Exercise requirements :: Pull every line with "JSON" from the data.

Records to use ::

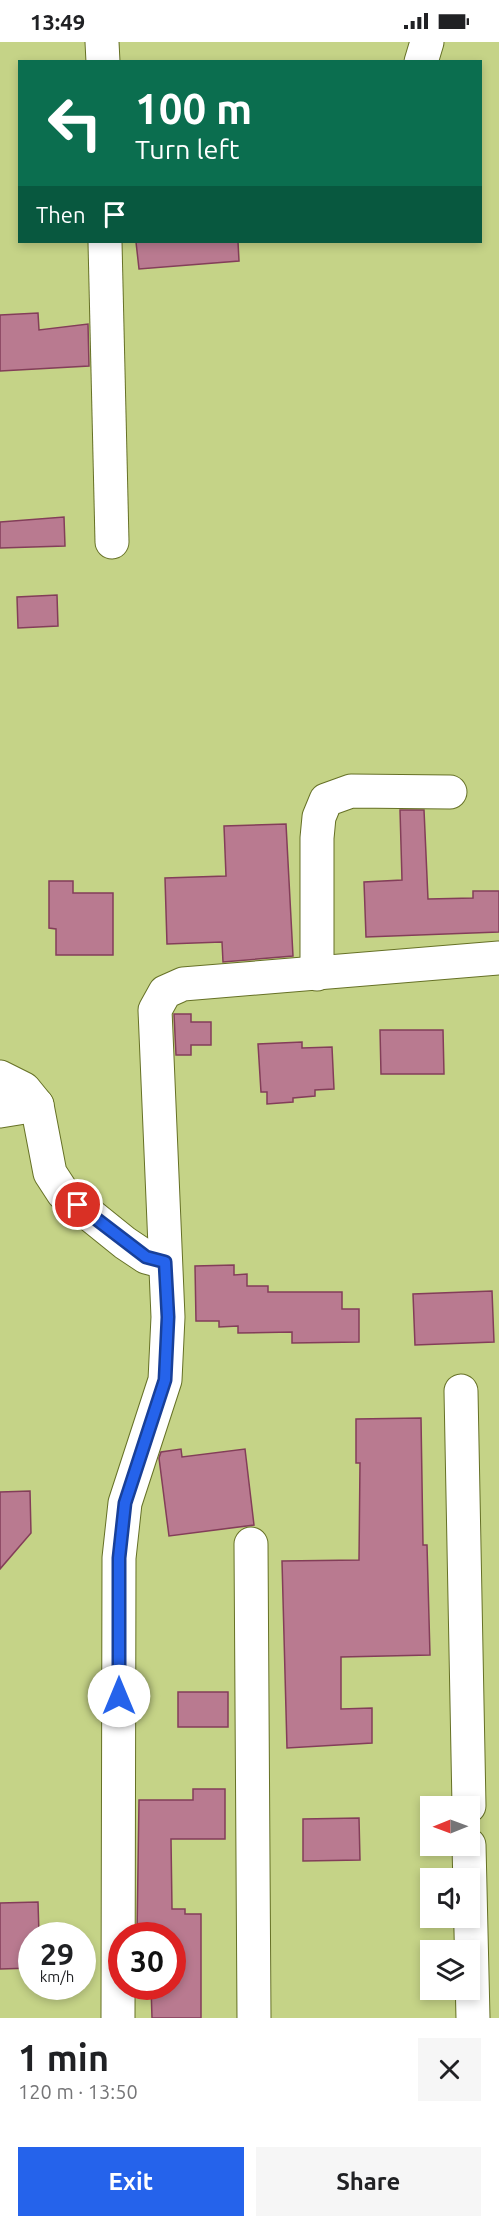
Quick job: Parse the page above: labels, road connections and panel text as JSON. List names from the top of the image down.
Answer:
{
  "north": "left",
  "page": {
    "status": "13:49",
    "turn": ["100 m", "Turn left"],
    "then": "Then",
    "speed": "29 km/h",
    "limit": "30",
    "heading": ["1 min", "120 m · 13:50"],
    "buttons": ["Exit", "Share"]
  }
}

==

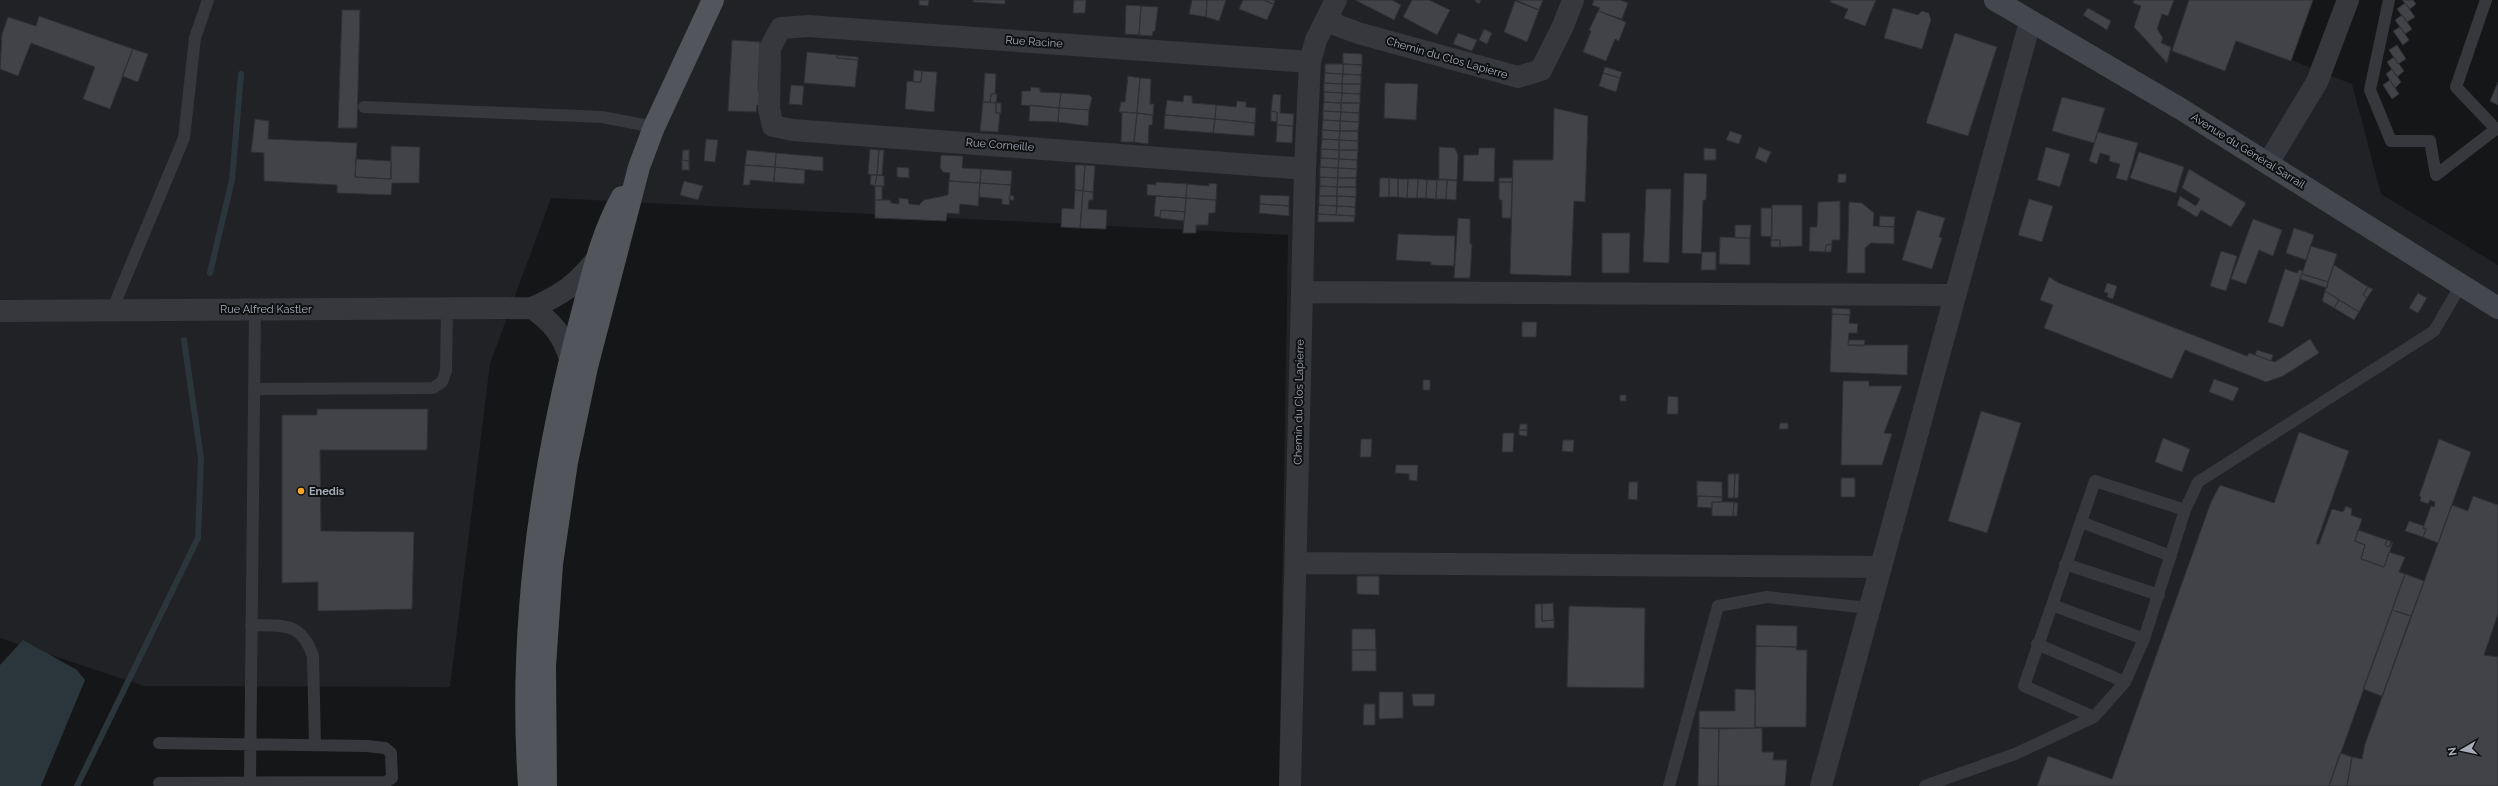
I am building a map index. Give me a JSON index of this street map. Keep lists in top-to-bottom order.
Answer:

The answer ::
Quick job: Parse the page above: labels, road connections and panel text as JSON. List names from the top of the image down.
I am building a map index. Give me a JSON index of this street map. Keep lists in top-to-bottom order.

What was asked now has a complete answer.